Characterizing a modular form via its first Fourier coefficients at infinity

Question

It is well known that a cusp form $$ f = \sum_{n\ge 1}a_n q^n $$ of weight $k$ and level $1$ is determined by its first $d_k = \text{dim } S_k$ coefficients. This follows from the valence formula (which gives a bound) and from an explicit construction using Eisenstein series.

What happens in higher levels, for instance for the group $\Gamma_0(N)$? The valence formula still gives a bound, but can we pinpoint the smallest integer $d_{k,N}$ such that $f \in S_{k}(\Gamma_0(N))$ vanishes if and only if $a_n=0$ for $1\le n \le d_{k,N}$?

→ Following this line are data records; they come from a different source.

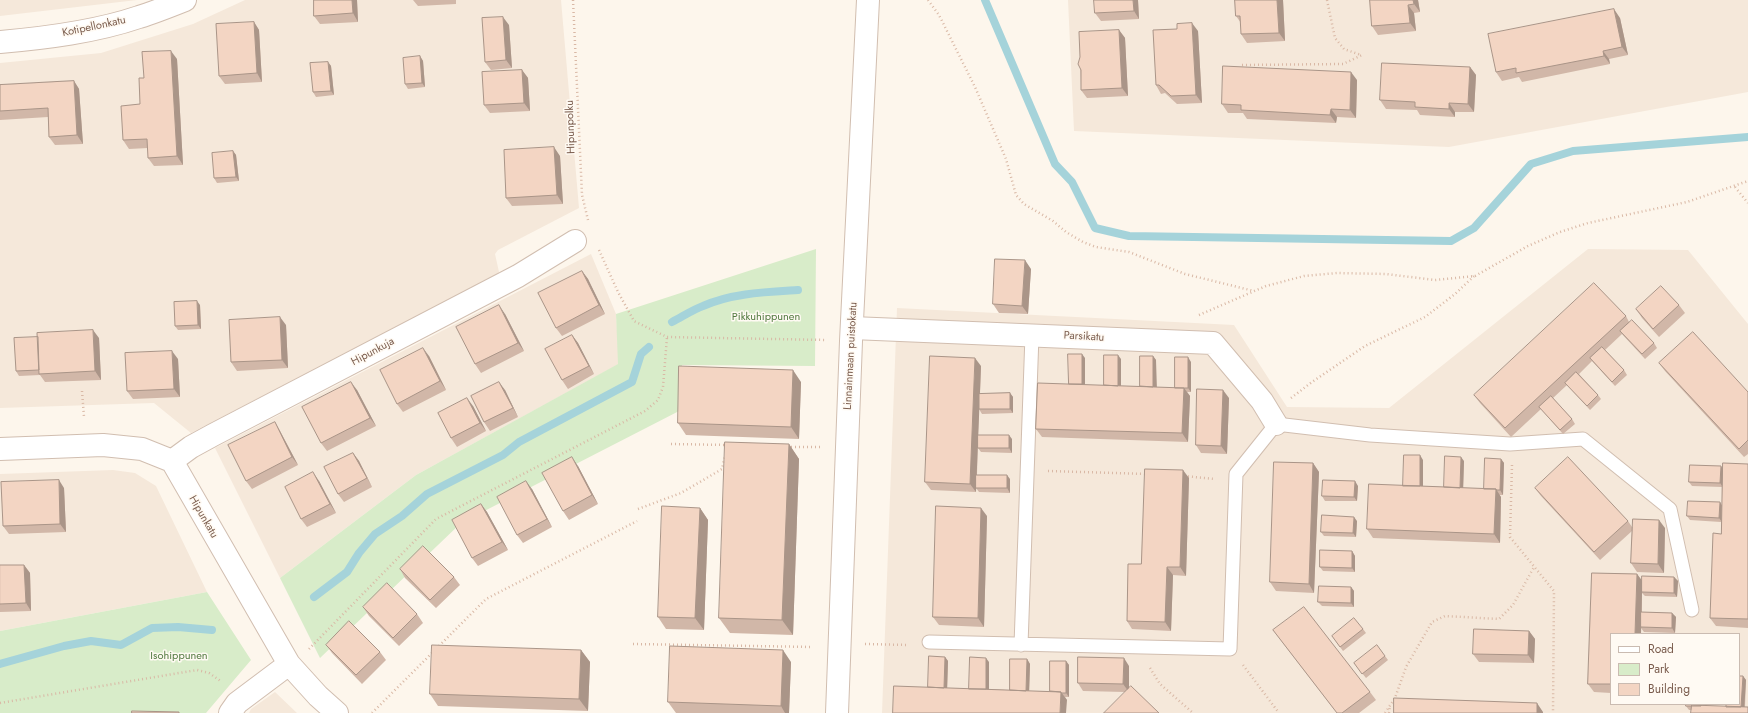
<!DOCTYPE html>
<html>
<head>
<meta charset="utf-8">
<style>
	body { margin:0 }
	#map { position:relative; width:1748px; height:713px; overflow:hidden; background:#fdf6ec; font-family:Jost,sans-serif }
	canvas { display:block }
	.legend { position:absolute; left:1610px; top:633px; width:130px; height:72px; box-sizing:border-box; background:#fffaf3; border:1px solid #cabbb1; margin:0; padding:5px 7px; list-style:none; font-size:12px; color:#7a5c4d }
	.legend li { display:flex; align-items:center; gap:8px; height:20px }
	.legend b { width:20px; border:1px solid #cabbb1 }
</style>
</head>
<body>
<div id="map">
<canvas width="1748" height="713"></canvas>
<ul class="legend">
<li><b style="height:5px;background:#fff"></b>Road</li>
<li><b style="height:11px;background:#d8ecc9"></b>Park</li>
<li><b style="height:11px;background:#f3d5c3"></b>Building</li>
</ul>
</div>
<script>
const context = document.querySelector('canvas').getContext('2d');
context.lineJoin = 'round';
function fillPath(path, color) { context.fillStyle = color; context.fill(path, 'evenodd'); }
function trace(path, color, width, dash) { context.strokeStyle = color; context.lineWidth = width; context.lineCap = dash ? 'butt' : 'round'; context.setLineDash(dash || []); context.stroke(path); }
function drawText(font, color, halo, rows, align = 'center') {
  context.font = font + ' Jost,sans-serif'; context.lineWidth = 3; context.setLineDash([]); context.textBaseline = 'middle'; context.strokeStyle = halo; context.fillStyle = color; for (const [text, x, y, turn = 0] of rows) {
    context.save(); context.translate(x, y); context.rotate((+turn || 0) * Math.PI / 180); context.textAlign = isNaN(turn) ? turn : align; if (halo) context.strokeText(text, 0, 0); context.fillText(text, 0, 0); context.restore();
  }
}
fillPath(new Path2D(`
	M0 0H137L0 16Z
	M245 0H561L579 208 498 250 495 254 499 272 496 276 191 433 154 403 0 408V63L101 53 193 24Z
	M1068 0H1748V92L1449 147 1074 131Z
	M1588 249 1688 250 1748 324V713H882L897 308 1234 325 1287 407 1389 408ZM1611 634H1739V704H1611Z
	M591 254 616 314 619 364 416 475 280 578 215 448Z
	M113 470 135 473 156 486 207 592 0 631V474Z
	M275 692 297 713H249L251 709Z`), '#f5e8da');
fillPath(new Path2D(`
	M816 249 815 366 682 365 683 409 461 523 320 658 280 578 416 475 618 364 616 314Z
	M207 592 251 660 206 713H0V631Z`), '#d8ecc9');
trace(new Path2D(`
	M985 0 1055 164 1072 182 1095 228 1129 236 1451 241 1474 228 1531 164 1573 151 1748 137
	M672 322C682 317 692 310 703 306 732 293 766 292 798 290
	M314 597 347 572 359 553 375 534 402 516 427 494 503 455 519 442 632 382 641 354 649 347
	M0 664 64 646 91 641 121 645 152 628 178 627 212 630`), '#a5d3da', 8);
const service = new Path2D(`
	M929 642 1230 649 1236 474 1276 424 1370 435 1510 444 1583 439 1670 509 1692 610
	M1021 645 1032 335`);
const minor = new Path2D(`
	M0 42C46 38 95 32 139 17 155 12 170 6 185 0
	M852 328 1213 343 1262 401 1276 424
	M0 449 103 445 142 449 172 461 289 664 318 696 337 713
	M172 461 191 447 213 435 518 276 575 241
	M230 713 237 703 289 664`);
const tertiary = new Path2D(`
	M837 713 851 341 868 0`);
trace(service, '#d1beb0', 15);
trace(minor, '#d1beb0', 24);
trace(tertiary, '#d1beb0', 24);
trace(new Path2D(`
	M573 0 582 195 588 220
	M928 0 939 15 975 87 1006 159 1016 195 1024 204 1053 221 1066 232 1083 242 1096 247 1129 252 1185 274 1254 291
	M1327 0 1335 38 1344 49 1361 55
	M1242 65 1343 64 1362 55
	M1735 187 1748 203
	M599 250 618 292 634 321 667 337 827 340
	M1199 315 1266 286 1304 276 1337 273 1386 274 1435 280 1475 276 1528 246 1560 232 1588 223 1687 202 1748 181
	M82 391 84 417
	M1291 398 1312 382 1365 346 1425 317 1455 294 1474 276
	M671 444 728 445
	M787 447H822
	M1512 465 1510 537 1554 591 1553 713
	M1048 471 1147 474
	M1184 476 1215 479
	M638 509 681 493 722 469 725 455
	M633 644 813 647
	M865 644 908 645
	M439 646 486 599 637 521
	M309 649 436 519 645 411 658 400 663 387 667 337
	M1243 665 1279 713
	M1150 668 1160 684 1193 713
	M0 703 197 670 209 673 222 682
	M372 713 434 651
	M1385 713 1395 698 1406 667 1432 622 1445 616 1499 619 1513 605 1534 567
	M1389 713 1390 705`), '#d9b8a5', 2.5, [1, 3]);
trace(service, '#fff', 13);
trace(minor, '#fff', 22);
trace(tertiary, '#fff', 22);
fillPath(new Path2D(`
	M314 0H357L358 22 320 24 314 16Z
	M413 0H456V4L418 6Z
	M1138 0 1139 19 1101 21 1095 13Z
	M1235 0H1283L1285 41 1247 43 1241 34V23L1236 16Z
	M1370 0H1418L1420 12 1414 13 1416 31 1378 35 1372 26Z
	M1620 18 1628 55 1609 59 1610 64 1522 82 1519 77 1502 81 1496 72Z
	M254 22 259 30 262 82 225 84 219 76Z
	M509 25 512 68 491 70 485 62Z
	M1119 30 1125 38 1128 96 1087 98 1081 90 1080 57Z
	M1198 31 1202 103 1177 104 1165 93 1161 94 1156 85Z
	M420 56 423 61 425 87 408 89 405 84Z
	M177 59 183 165 154 166 148 158V148L129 149 123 140 140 104 144 78Z
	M328 62 331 66 334 95 316 97 313 92Z
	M1470 67 1476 75 1474 112H1455V117L1420 115 1417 110 1386 109 1380 100Z
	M522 70 528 78 530 111 490 113 484 105Z
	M1357 80 1356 118 1337 117 1336 123 1247 119 1243 113H1228L1222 104Z
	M74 81 79 89 83 144 55 145 49 137 48 117 0 120V85Z
	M233 151 236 155 239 181 217 183 214 178Z
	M560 156 563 204 512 206 506 198Z
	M1031 269 1028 314 999 313 993 304Z
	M582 271 588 279 605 314 562 336 556 328Z
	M200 305 201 329 178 330 175 326Z
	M1679 305 1685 313 1659 337 1642 318 1636 309Z
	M505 314 524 351 481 373 475 364Z
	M1626 316 1629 322 1654 343 1657 348 1645 359 1622 334 1605 350 1624 370 1627 375 1615 386 1592 361 1579 374 1598 395 1601 399 1590 410 1567 385 1553 398 1572 419 1575 424 1563 434 1541 409 1511 437 1480 403 1474 395Z
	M286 325 288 368 237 371 231 362Z
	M572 335 578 343 594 374 568 389 562 380Z
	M99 338 101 380 45 382 40 375 19 376 16 371Z
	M429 356 446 390 403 412 397 404Z
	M1153 356 1156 360V387L1175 388 1191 362V392H1187L1190 396 1188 442 1042 437 1036 429 1069 384 1085 358V385H1104L1121 359V386H1140Z
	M178 359 180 397 133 399 127 391Z
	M1659 363 1748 392V454L1744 457 1665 371Z
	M981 366 980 394 1010 393 1013 397V413L982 414 979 409 978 435 1012 439V453L981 452 978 448V436L977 475 1010 479V493L979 492 976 488V479V492L931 490 925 482Z
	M801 382 799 439 686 435 678 423Z
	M357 390 376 426 327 451 321 443Z
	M505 390 518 417 490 431 484 422Z
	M1229 398 1227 454 1201 453 1196 445Z
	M473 406 486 431 457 447 451 438Z
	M275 422 280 431 298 465 252 489 246 481Z
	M789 444 799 459 793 635 730 633 719 618Z
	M353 453 359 461 372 487 344 502 338 494Z
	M1501 459 1504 463 1503 495H1499L1501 497 1500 543 1373 538 1367 529 1403 486 1423 460V486L1444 487 1464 461 1463 488 1484 489Z
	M1313 463 1319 472 1314 593 1276 591 1270 582Z
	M1748 464V628L1716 626 1710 618 1721 534V522L1690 520 1687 516 1722 505V487L1692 486 1689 482 1723 470Z
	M578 466 598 504 569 520 563 511Z
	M1189 478 1186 576 1173 575 1171 631 1132 629 1127 621 1141 564Z
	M319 481 336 513 307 527 301 519Z
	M1358 486 1357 501H1325L1322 496Z
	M64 488 66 532 9 534 3 526Z
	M1535 488 1628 521 1632 527 1665 528 1664 573 1637 572 1631 563 1632 531 1600 560 1541 496Z
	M532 489 552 527 523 543 517 535Z
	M481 504 487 512 508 550 478 566 472 558Z
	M700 508 708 520 704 630 666 629 658 617Z
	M987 516 984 627 939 625 933 617Z
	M1357 521 1356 537 1324 536 1321 532Z
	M1352 551 1355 556V572L1323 571 1320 567Z
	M0 565H24L30 573 31 611 0 612Z
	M400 569 454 577 460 585 436 608 405 578Z
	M1592 573 1637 574 1642 581V576L1674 577 1678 581 1677 597 1645 596 1642 593V612L1672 613 1676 617 1675 633 1644 632 1641 628V634H1611V693L1594 692 1588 684Z
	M1351 587 1354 591V607L1322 606 1318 602Z
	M363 607 417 614 423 623 399 646 369 616Z
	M1363 629 1366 633 1343 651 1332 636Z
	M1273 630 1370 692 1376 700 1359 713H1337Z
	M1529 631 1535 639 1534 663 1479 662 1473 654Z
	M326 645 380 652 386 660 362 684 332 653Z
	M581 650 590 662 588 711 438 706 430 694Z
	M1385 656 1388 660 1366 678 1354 663Z
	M945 657 948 661 947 688 969 689 989 662V689L1009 690 1027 659 1030 664 1029 691H1050L1066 661 1069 665V697H1065L1067 700 928 687Z
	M791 662 789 713H676L668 702Z
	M1129 666V688L1125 692 1083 691 1078 683Z
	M1743 676 1746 680 1745 707 1691 710H1689L1686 706 1705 704 1704 706 1726 707Z`), '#d1b7a8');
fillPath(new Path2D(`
	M352 0H357L358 22 353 13Z
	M1133 0H1138L1139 19 1134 11Z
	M1277 0H1283L1285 41 1279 33Z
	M1413 0H1418L1420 12 1414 4Z
	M1408 5 1414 13 1416 31 1410 23Z
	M1614 9 1620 18 1628 55 1622 47Z
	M503 17 509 25 512 68 506 60Z
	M254 22 259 30 262 82 257 73Z
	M1192 23 1198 31 1202 103 1196 95Z
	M1119 30 1125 38 1128 96 1122 88Z
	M171 51 177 59 183 165 177 156Z
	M1603 51 1609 59 1610 64 1604 56Z
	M420 56 423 61 425 87 422 83Z
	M328 62 331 66 334 95 331 91Z
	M1470 67 1476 75 1474 112 1468 104Z
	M522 70 528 78 530 111 524 103Z
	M1351 72 1357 80 1356 118 1350 110Z
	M74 81 79 89 83 144 77 135Z
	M1449 103 1455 112V117L1449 109Z
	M1331 109 1337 117 1336 123 1330 115Z
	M554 147 560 156 563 204 557 195Z
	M233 151 236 155 239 181 236 177Z
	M1025 260 1031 269 1028 314 1022 306Z
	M582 271 588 279 605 314 599 305Z
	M197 301 200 305 201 329 198 325Z
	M499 305 505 314 524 351 518 343Z
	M280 317 286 325 288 368 282 360Z
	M93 330 99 338 101 380 95 371Z
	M572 335 578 343 594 374 589 366Z
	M423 348 429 356 446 390 440 381Z
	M172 351 178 359 180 397 174 389Z
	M1082 354 1085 358V389L1082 384Z
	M1118 355 1121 359V390L1118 386Z
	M1153 356 1156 360 1157 391 1153 387Z
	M1188 357 1191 362V392L1188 388Z
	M975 358 981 366 976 492 970 484Z
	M793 370 801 382 799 439 791 427Z
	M351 382 357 390 376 426 370 418Z
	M499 382 505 390 518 417 513 408Z
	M1184 388 1190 396 1188 442 1182 433Z
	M1223 390 1229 398 1227 454 1221 446Z
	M1010 393 1013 397V413L1010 409Z
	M467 398 473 406 486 431 480 423Z
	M275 422 280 431 298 465 292 457Z
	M1009 435 1012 439V453L1009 448Z
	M789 444 799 459 793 635 782 620Z
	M353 453 359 461 372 487 367 478Z
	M1420 455 1423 460V491L1420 487Z
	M572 457 578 466 598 504 592 495Z
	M1461 457 1464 461 1463 493 1460 489Z
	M1501 459 1504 463 1503 495 1500 490Z
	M1313 463 1319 472 1314 593 1309 584Z
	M1721 466 1724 471 1723 487 1720 483Z
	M1183 470 1189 478 1186 576 1180 567Z
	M313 472 319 481 336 513 330 504Z
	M1007 475 1010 479V493L1007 488Z
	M59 480 64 488 66 532 60 524Z
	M526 481 532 489 552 527 547 519Z
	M1355 481 1358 486 1357 501 1354 497Z
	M1496 489 1501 497 1500 543 1494 534Z
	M1720 502 1723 507 1722 522 1719 518Z
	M481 504 487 512 508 550 502 542Z
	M700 508 708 520 704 630 695 618Z
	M981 508 987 516 984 627 978 618Z
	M1354 517 1357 521 1356 537 1353 533Z
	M1659 520 1665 528 1664 573 1658 564Z
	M1352 551 1355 556V572L1352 568Z
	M24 565 30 573 31 611 26 603Z
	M1167 567 1173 575 1171 631 1165 622Z
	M1637 574 1643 582 1642 592V593L1641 634H1635Z
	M1674 577 1678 581 1677 597 1674 593Z
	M1351 587 1354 591V607L1351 603Z
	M1672 613 1676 617 1675 633 1672 628Z
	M1529 631 1535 639 1534 663 1528 655Z
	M581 650 590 662 588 711 579 699Z
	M783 650 791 662 789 713H785L781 706Z
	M945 657 948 661 947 693 944 688Z
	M986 658 989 662V693L986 689Z
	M1124 658 1129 666V692L1123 684Z
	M1027 659 1030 664 1029 695 1026 691Z
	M1066 661 1069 665V697L1066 693Z
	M1743 676 1746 680 1744 712 1741 708Z
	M1061 692 1067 700 1066 713H1060Z
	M1537 703 1543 712V713H1537Z`), '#aa9588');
const building = new Path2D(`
	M314 0H352L353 13 314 16Z
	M1094 0H1133L1134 11 1095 13Z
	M1235 0H1277L1279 33 1241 34 1240 16H1236Z
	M1370 0H1413L1414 4 1408 5 1410 23 1372 26Z
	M1614 9 1622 47 1603 51 1604 56 1516 73V68L1496 72 1488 34Z
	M503 17 506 60 485 62 482 18Z
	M254 22 257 73 219 76 216 24Z
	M1192 23 1196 95 1171 96 1159 85H1156L1153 30 1177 29V24Z
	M1119 30 1122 88 1081 90V70L1078 64 1080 57 1079 32Z
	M171 51 177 156 148 158 147 139 123 140 121 106 140 104 139 78H144L142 52Z
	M420 56 422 83 405 84 403 58Z
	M328 62 331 91 313 92 310 63Z
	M1382 63 1470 67 1468 104 1449 103V109L1415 107V102L1380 100Z
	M1223 66 1351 72 1350 110 1331 109 1330 115 1241 110V105L1222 104Z
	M522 70 524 103 484 105 482 72Z
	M74 81 77 135 49 137 48 108 0 111V85Z
	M554 147 557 195 506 198 504 150Z
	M233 151 236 177 214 178 212 153Z
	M995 259 1025 260 1022 306 993 304Z
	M582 271 599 305 556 328 538 293Z
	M1594 283 1626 316 1505 428 1474 395Z
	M1661 286 1679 305 1653 329 1636 309Z
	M197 301 198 325 175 326 174 302Z
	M499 305 518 343 475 364 456 327Z
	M280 317 282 360 231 362 229 320Z
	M1632 320 1654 343 1642 354 1620 331Z
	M93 330 95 371 39 374 37 333Z
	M1693 332 1748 392V440L1739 449 1659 363Z
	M572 335 589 366 562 380 545 349Z
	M38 337 39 370 16 371 14 338Z
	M1602 347 1624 370 1612 382 1590 358Z
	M423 348 440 381 397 404 380 370Z
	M172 351 174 389 127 391 125 353Z
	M1068 354H1082V384H1069Z
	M1104 355H1118V386L1104 385Z
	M930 356 975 358 970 484 925 482Z
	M1140 356H1153V387L1140 386Z
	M1175 357H1188V388H1175Z
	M679 366 793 370 791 427 678 423Z
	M1576 372 1598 395 1587 406 1565 383Z
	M351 382 370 418 321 443 302 407Z
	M499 382 513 408 484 422 471 396Z
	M1038 383 1184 388 1182 433 1036 429Z
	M1197 389 1223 390 1221 446 1196 445Z
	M1010 393V409H979V394Z
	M1551 396 1572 419 1560 430 1539 407Z
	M467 398 480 423 451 438 438 413Z
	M275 422 292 457 246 481 228 445Z
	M978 435H1009V448H978Z
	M725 442 789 444 782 620 719 618Z
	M353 453 367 478 338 494 324 467Z
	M1404 455H1420V486H1403Z
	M1445 456 1461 457 1460 488 1444 487Z
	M572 457 592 495 563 511 542 473Z
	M1568 457 1628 521 1594 552 1535 488Z
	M1485 458 1501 459 1500 490H1496V489H1484Z
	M1274 462 1313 463 1309 584 1270 582Z
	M1723 463 1748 464V619L1710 618 1713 533 1721 534Z
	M1690 465 1721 466 1720 483 1689 482Z
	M1145 469 1183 470 1180 567H1167L1165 622 1127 621 1128 564H1141Z
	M313 472 330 504 301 519 285 487Z
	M976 475H1007V488H976Z
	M59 480 60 524 3 526 1 482Z
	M1323 480 1355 481 1354 497 1322 496Z
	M526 481 547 519 517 535 497 497Z
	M1369 484 1496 489 1494 534 1367 529Z
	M1688 501 1720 502 1719 518 1687 516Z
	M481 504 502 542 472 558 452 520Z
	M662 506 700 508 695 618 658 617Z
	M936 506 981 508 978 618 933 617Z
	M1322 515 1354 517 1353 533 1321 532Z
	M1633 519 1659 520 1658 564 1631 563Z
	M423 546 454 577 430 600 400 569Z
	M1320 550 1352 551V568L1320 567Z
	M0 565H24L26 603 0 604Z
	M1592 573 1637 574 1635 634H1611V684H1588Z
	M1642 576 1674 577V593L1642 592Z
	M387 583 417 614 393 638 363 607Z
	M1319 586 1351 587V603L1318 602Z
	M1304 607 1370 692 1342 713H1337L1273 630Z
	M1641 612 1672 613V628L1641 627Z
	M1354 618 1363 629 1340 647 1332 636Z
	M349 621 380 652 356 675 326 645Z
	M1474 629 1529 631 1528 655 1473 654Z
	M432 645 581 650 579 699 430 694Z
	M1377 645 1385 656 1362 674 1354 663Z
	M670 646 783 650 781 706 668 702Z
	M929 656 945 657 944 688 928 687Z
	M970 657 986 658V689H969Z
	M1078 657 1124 658 1123 684 1078 683Z
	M1010 659H1027L1026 691 1010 690Z
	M1050 661H1066V693H1061V692L1050 691Z
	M1739 676H1743L1741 707H1726V704H1739Z
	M894 686 1061 692 1060 713H893Z
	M1131 686 1159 713H1104Z
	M1394 698 1537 703V713H1394Z
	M1686 704H1701V706H1686Z
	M1692 705 1748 707V713H1691Z
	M132 711 179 712V713H132Z`);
fillPath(building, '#f3d5c3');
trace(building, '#aa9588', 1);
drawText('11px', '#7a5c4d', '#fffaf3', [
	["Kotipellonkatu",94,27,-12],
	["Hipunpolku",571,127,-92],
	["Parsikatu",1084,337,3],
	["Hipunkuja",373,352,-28],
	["Linnainmaan puistokatu",851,356,-87],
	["Hipunkatu",203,517,60]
]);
drawText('11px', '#537a41', '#fffaf3', [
	["Pikkuhippunen",766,317],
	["Isohippunen",179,656]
]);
</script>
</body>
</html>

What is known and what is conjectured?

Answer 1

In his paper Congruences between Modular Forms, Ram Murty proves a number of results in the spirit of your question. For example, his Theorem 1 is:

Theorem: Let f and g be distinct holomorphic modular forms of weight $k$ and levels $N_1$ and $N_2$. Let $N=\mathrm{Lcm}(N_1,N_2)$. Then for some $$ n \leq \frac{k}{12}N\prod_{p\mid N}\left( 1+\frac{1}{p}\right)$$ we must have $a_f(n)\neq a_g(n)$.

Added: As Kimball has pointed out in a comment, Theorem 4 of this paper is not correct. For more details you should take a look at the paper Distinguishing Hecke Eigenforms by Alexandru Ghitza.